Nasdaq makes a major move in options markets. On Wednesday, Nasdaq announced an agreement to acquire the International Securities Exchange, a leading New York-based derivatives platform, for $1.1 billion from Frankfurt, Germany’s Deutsche Boerse, which is in the process of acquiring the London Stock Exchange. The combined percentage of listed options volume accounted for by New York-based Nasdaq’s current options venues and ISE will significantly exceed the market share of Chicago’s CBOE Holdings, the current dominant player by number of transactions. Some analysts note that the CBOE will continue to retain an industry leadership for now due to its widely followed benchmarks and product originations. The merger is expected to be completed by the second half of 2016.

Inflation picks up in China. Data released by China’s National Bureau of Statistics on Thursday indicated that prices rose significantly in February, with the headline consumer price index rising by 2.3 percent year-over-year, the fastest rate of expansion since 2014. The politically sensitive food component was a primary driver of the increase, with a surge of 7.3 percent versus prices in February 2015. Analysts noted that Lunar New Year holiday preparations may have added a seasonal distortion to food-cost inputs. Separately the producer price index declined by 4.9 percent, the 48th consecutive year-over-year contraction for the measure.

Lula faces new graft charges. On Wednesday, state prosecutors in Sao Paulo unveiled fresh charges against former Brazilian President Luiz Inacio Lula da Silva relating to the ongoing Petrobras scandal that has engulfed the country’s political and business establishment. The indictment specifically charges Lula with hiding assets and money laundering. Meanwhile, current President Dilma Rousseff is facing increasing demands from the legislature for impeachment proceedings against her. Opposition groups are planning a national protest on March 13.

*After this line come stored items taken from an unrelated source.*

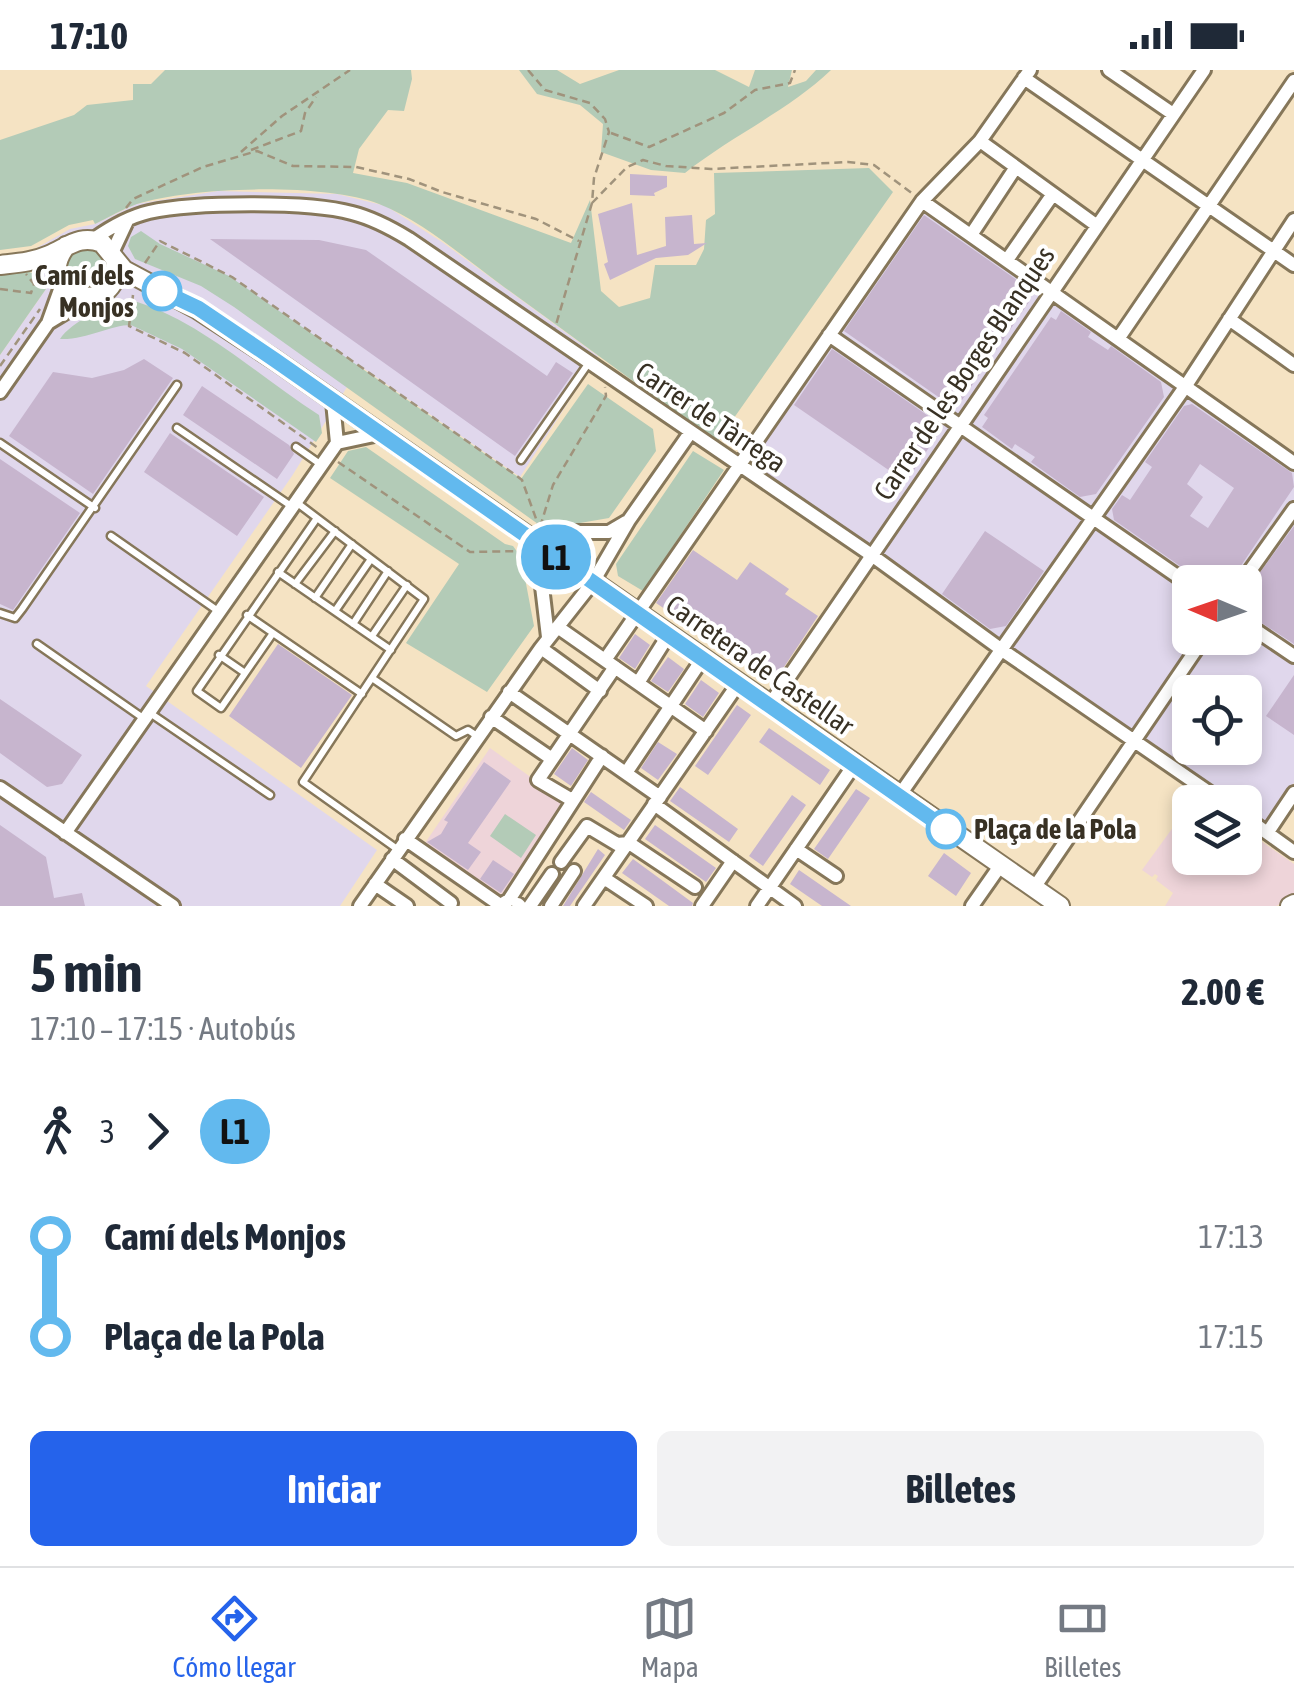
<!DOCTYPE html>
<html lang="es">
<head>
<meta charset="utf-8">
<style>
	body { margin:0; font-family:"Asap Condensed",sans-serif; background:#f2f2f3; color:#1f2937; height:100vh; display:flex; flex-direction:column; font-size:38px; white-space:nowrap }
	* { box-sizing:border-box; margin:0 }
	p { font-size:32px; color:#747a83 }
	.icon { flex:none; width:55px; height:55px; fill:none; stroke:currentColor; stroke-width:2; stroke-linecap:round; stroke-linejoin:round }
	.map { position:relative; height:836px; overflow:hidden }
	.side { display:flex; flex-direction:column; background:#fff; flex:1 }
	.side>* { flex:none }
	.badge { padding:0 20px; border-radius:32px; font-size:35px; line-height:65px }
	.needle { width:65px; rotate:272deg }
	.fabs { position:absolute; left:1172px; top:495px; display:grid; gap:20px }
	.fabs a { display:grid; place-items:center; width:90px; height:90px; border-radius:15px; background:#fff; box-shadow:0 5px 15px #0003; font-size:50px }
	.map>.badge { position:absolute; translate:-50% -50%; box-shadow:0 0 0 5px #fff }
	.legs { display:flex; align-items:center; gap:15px; height:110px; padding:0 30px; font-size:32px }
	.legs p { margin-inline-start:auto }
	.head { display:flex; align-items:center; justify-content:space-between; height:170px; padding:0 30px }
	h1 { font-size:55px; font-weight:700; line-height:75px }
	.primary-button { display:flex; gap:20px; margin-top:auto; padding:20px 30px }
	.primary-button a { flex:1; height:115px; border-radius:15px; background:#2563eb; color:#fff; font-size:40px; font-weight:700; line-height:115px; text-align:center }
	.primary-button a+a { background:#f2f2f3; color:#1f2937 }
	ul { padding:0 30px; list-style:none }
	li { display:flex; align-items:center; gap:35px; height:100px; font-size:38px }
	li i { display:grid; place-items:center; width:15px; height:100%; margin:0 12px; background:currentColor }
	li i::after { content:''; width:25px; height:25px; margin:-12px; border:8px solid; border-radius:50%; background:#fff }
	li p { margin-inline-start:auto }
	li:first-child i { background:linear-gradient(#0000 50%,currentColor 0) }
	li:last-child i { background:linear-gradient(currentColor 50%,#0000 0) }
	.status { display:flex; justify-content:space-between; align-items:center; height:70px; padding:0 50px; background:#fff; direction:ltr }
	.status svg { height:28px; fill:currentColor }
	.tabs { display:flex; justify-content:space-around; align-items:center; height:140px; border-top:2px solid #e0e1e3; background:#fff; font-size:28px; color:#747a83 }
	.tabs a { display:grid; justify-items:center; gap:5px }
	.tabs .active { color:#2563eb }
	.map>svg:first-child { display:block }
	.industrial { fill:#e0d7ec; fill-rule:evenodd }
	.education { fill:#eed4d9 }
	.green { fill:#b3cbb7 }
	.building { fill:#c7b5ce; fill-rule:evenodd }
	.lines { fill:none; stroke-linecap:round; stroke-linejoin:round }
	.lane-casing { stroke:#86775a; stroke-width:11 }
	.street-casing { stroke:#86775a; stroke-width:18 }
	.secondary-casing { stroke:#86775a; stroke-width:22 }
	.path { stroke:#a0937c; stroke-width:2.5; stroke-dasharray:8 5; stroke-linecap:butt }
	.lane { stroke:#fff; stroke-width:6 }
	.street { stroke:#fff; stroke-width:12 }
	.secondary { stroke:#fff; stroke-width:18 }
	.line-1-casing { stroke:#fff; stroke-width:22 }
	.line-1 { stroke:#62b9ee; stroke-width:15 }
	.stop-1-dot { fill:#fff; stroke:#62b9ee; stroke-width:5 }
	.labels { text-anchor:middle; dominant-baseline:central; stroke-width:8; stroke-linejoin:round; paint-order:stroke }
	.stop-label { font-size:28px; font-weight:bold; fill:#383124; stroke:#fff; text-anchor:end }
	.street-label { font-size:28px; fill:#383124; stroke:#fff }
</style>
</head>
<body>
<div class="status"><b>17:10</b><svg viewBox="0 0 49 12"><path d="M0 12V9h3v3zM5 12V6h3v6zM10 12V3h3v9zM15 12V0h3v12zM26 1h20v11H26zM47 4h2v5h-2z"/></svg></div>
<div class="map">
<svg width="1294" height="836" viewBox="0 0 1294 836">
	<rect width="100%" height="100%" fill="#f5e3c3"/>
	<path class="industrial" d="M218 121 337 124 386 136 442 172 598 286 520 407 360 296 292 406 146 616 377 780 340 836H0V285L46 219 33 180 70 159 95 154 136 134Z
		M923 140 1294 396V713L1265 755 1245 741V732H1232L747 396ZM1190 512H1245V568H1190ZM1190 622H1245V678H1190Z"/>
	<path class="education" d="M490 678 567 733 505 828 425 773Z
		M1190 734V788H1245V760L1294 794V827L1276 836H1165L1173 823 1156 810 1158 806 1155 804 1152 807 1142 800Z"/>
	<path class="green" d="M165 0H411L412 9 404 41 388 40 359 79 353 103 407 113 571 173 590 130 601 221 619 237 650 228 655 195H696L704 179 706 150 715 144 714 103 869 98 893 122 717 372C645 320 573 267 500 214 463 187 423 151 379 134 324 113 194 116 137 134 123 139 109 147 95 154L93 150 69 155 31 176 0 180V70L74 45 87 35 133 30V14H151Z
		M519 0H557L580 14 619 0H715L749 17 755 0H792L788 17 806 11 816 0H831C788 41 731 66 685 103L651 100 601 82 603 54 580 35 537 24Z
		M141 161 160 174 229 206 521 409 588 314 653 359 656 381 609 448 545 459 234 237 201 216 135 189 128 176 131 167Z
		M66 199a21 21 0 1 1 42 0a21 21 0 1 1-42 0Z
		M27 201 42 207 46 219 0 285V205Z
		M128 229C199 249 258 306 319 345L322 363 316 372 182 279 131 255C110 255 87 270 60 269 71 252 108 234 128 229Z
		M366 377 505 474 513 476 521 487 534 556 487 622 406 573 459 494 330 408 348 381Z
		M693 381 724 400 643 521 618 506 616 494Z
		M505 744 536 765 521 788 490 766Z"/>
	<path class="building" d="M630 104 667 106V117L654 123 655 126 630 125Z
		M632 133 637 185 666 176 665 147 692 145 694 174 707 173 688 185 656 188 610 210 604 194 608 192 598 144Z
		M924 145 1027 217 1029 232 962 330 947 333 844 261Z
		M210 169 319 170 366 180 547 306 556 292 573 303 515 386Z
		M1061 241 1091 262 1088 267 1108 280 1111 276 1161 312 1164 327 1096 424 1080 427 1031 392 1035 387 1015 374 1012 379 982 357 988 348 984 345 1051 247 1056 250Z
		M832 279 937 352 938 364 906 412 794 335Z
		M144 289 173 308 93 424 9 366 53 302 92 308 124 300Z
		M202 316 289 375 294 384 277 409 183 345Z
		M1192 334 1292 403 1294 417 1230 512H1203L1114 450 1112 439 1122 425 1130 430 1152 397 1145 392 1184 336ZM1200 394 1234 418 1208 458 1190 446 1203 427 1187 414Z
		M170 363 264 427 237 466 144 402Z
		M0 389 80 443 13 540 0 534Z
		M1294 456V574L1245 542V523Z
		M985 461 1044 501 1006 556 990 559 942 524Z
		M693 480 737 510 750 492 789 519 785 524 818 546 780 603 764 606 656 533Z
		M635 564 650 575 635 599 619 588Z
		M278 574 352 625 301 698 229 646Z
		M668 587 684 599 668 622 651 611Z
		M1294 605V665L1266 646Z
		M701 610 719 623 703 647 685 634Z
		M0 629 82 685 62 714 47 717 0 683Z
		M737 635 751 645 708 705 695 696Z
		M769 658 830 700 820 715 759 672Z
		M658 672 677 684 658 710 641 698Z
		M572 678 588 690 571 716 554 704Z
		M484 692 511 711 468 773 481 782 468 800 427 772 441 764 448 752 444 750Z
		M680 717 738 759 729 772 670 731Z
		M856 719 870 728 828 789 814 779Z
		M591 722 631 750 624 760 584 732Z
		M792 725 806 735 763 796 749 786Z
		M0 755 46 787 54 828 82 823 85 836H0Z
		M655 755 716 798 706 812 645 769Z
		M598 779 605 785 570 836H563Z
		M944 783 971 803 956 826 928 806Z
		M633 789 693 833 692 836H669L622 803Z
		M493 790 514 804 501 823 480 809Z
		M799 800 851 836H822L790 814Z"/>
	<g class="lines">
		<defs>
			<path id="lane" d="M177 358 291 436
				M0 373 95 438
				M296 377 320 394
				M521 390 588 294
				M296 432 424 529 303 712 397 779
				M317 448 197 621 221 638 273 563 362 624
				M111 466 218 541
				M278 502 391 580
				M295 514 335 461
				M315 528 352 474
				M335 541 371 489
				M0 543 15 548 22 539 177 315
				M247 545 273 563
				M353 554 388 501
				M372 566 407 515
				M37 574 143 648
				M219 585 245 603
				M372 608 456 666 468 660 477 666
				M150 643 270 725"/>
			<path id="street" d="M1109 0 1173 44
				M1024 8 1294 195
				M980 71 1096 155
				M922 131 1294 393
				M971 165 1016 97
				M94 169C111 157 128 147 149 142 194 132 308 131 352 143 372 148 391 158 409 169L870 484 1002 580 1223 732
				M112 183 127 151
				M1007 190 1053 124
				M1229 249 1294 295
				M48 253 89 228
				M829 265 1190 515
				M1118 269 1294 11
				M0 322 48 253 62 214
				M337 373 379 364
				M1242 512 1294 439
				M1245 553 1294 586
				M559 558 706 661
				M548 567 537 474 577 462H609L626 452
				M541 578 600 621
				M605 590 922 131 980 71 1030 0
				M638 613 669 564
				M509 622 660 727
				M769 636 1204 0
				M491 647 552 689
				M626 703 703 588
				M0 718 173 836
				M899 726 1185 317 1294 150
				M572 730 538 710 615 597
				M654 734 795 836
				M1245 747 1294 782
				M1268 762 1294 723
				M65 763 337 373 333 332
				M405 769 500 835
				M796 779 836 806
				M392 789 451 833
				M561 792 587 756 617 774 629 773 695 817
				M604 808 646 836
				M375 814 407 836
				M1034 818 1204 568
				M518 834 520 836
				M360 836 541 578 593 512 629 450 690 363
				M499 836 509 830 602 686
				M530 836 552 804
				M551 836 574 801
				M584 836 738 614
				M702 836 733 791
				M757 836 854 695
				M972 836 1000 796"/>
			<path id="secondary" d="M66 176C27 228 125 252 115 189
				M0 195C17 193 33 192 49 185 68 177 80 164 102 173L124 200 197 239 275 290 1060 836
				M1290 836 1294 834"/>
		</defs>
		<use href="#lane" class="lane-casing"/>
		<use href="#street" class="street-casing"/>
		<use href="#secondary" class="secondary-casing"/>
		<path class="path" d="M528 0 545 20 590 33 605 49 609 62 594 108 592 133 555 258
			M611 63 649 77 724 43 755 20 790 13 795 0
			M251 80 301 61 305 43 316 27
			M241 82 282 46 350 0
			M592 133 627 97 643 90 666 96 711 99 848 92 874 95 913 124
			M126 138 133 129 203 97 257 81 293 96 356 97 409 109 442 122 536 149 579 171
			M145 193 160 171 232 207 517 406 522 410 539 457
			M0 219 31 223 34 214 26 204
			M133 225 129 256 185 283 318 378
			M0 296 40 239
			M338 392 470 482 525 481
			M540 457 553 415 606 326 605 317"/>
		<use href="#lane" class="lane"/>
		<use href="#street" class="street"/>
		<use href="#secondary" class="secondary"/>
	</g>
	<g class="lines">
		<defs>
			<path id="line-1" d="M162 221 198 238 275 290 946 759"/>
		</defs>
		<use href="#line-1" class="line-1-casing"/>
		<use href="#line-1" class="line-1"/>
	</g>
	<g class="stop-1-dot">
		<circle cx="162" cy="221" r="18"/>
		<circle cx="946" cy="759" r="18"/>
	</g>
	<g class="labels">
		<g class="stop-label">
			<text x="134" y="205">Camí dels<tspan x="134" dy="32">Monjos</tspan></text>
			<text x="974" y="759" text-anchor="start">Plaça de la Pola</text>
		</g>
		<g class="street-label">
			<text transform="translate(964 303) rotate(-56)">Carrer de les Borges Blanques</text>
			<text transform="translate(711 347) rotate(34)">Carrer de Tàrrega</text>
			<text transform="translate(760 595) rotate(35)">Carretera de Castellar</text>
		</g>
	</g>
</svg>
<div class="fabs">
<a><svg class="needle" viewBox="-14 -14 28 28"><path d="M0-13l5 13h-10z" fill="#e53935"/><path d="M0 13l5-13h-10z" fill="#747a83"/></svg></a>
<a><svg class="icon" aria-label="locate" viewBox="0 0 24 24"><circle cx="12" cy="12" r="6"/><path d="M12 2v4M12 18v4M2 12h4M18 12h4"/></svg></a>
<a><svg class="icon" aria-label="layers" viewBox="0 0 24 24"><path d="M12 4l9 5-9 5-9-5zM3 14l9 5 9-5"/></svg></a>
</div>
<b class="badge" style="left:556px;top:487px;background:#62b9ee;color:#111">L1</b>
</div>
<section class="side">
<div class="head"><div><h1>5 min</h1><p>17:10 – 17:15 · Autobús</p></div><b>2.00 €</b></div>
<div class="legs"><svg class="icon" aria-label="walk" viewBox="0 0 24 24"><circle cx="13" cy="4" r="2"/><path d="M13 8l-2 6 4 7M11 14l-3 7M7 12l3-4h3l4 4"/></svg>3<svg class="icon" aria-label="forward" viewBox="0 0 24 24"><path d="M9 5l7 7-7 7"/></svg><b class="badge" style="background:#62b9ee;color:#111">L1</b></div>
<ul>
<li><i style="color:#62b9ee"></i><b>Camí dels Monjos</b><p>17:13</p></li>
<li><i style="color:#62b9ee"></i><b>Plaça de la Pola</b><p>17:15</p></li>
</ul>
<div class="primary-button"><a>Iniciar</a><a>Billetes</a></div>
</section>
<nav class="tabs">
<a class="active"><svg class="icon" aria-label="directions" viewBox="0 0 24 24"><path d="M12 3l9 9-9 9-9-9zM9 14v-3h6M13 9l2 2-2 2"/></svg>Cómo llegar</a>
<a><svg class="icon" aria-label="map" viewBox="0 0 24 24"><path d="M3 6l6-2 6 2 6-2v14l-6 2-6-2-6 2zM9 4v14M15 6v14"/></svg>Mapa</a>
<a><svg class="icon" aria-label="tickets" viewBox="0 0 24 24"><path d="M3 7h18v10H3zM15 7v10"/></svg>Billetes</a>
</nav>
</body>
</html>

Japanese repo markets distorted by negative rates. Less than a week after Japanese government bond (JGB) yields tested all-time lows, rates on repurchase agreements for interbank overnight lending hit a new record. On Thursday, the repo rate for shorter-term JGBs reached minus 0.086 percent, with lenders willing to pay a premium to hold JGBs as collateral. Analysts cite a decreasing supply of government debt as the Bank of Japan’s quantitative-easing facility continues to purchase them at a brisk pace.

Initial claims drop to multi-month low. Department of Labor data released this morning indicated that the number of new claimants for unemployment benefits in the week ending on March 5 fell to the lowest level since October 2015 with a decline of 18,000 applicants versus the prior week for a total of 259,000. Consensus forecasts were for more than 270,000. Continuing claims data also improved with the number of unemployed still receiving benefits falling by 32,000 to 2.23 million.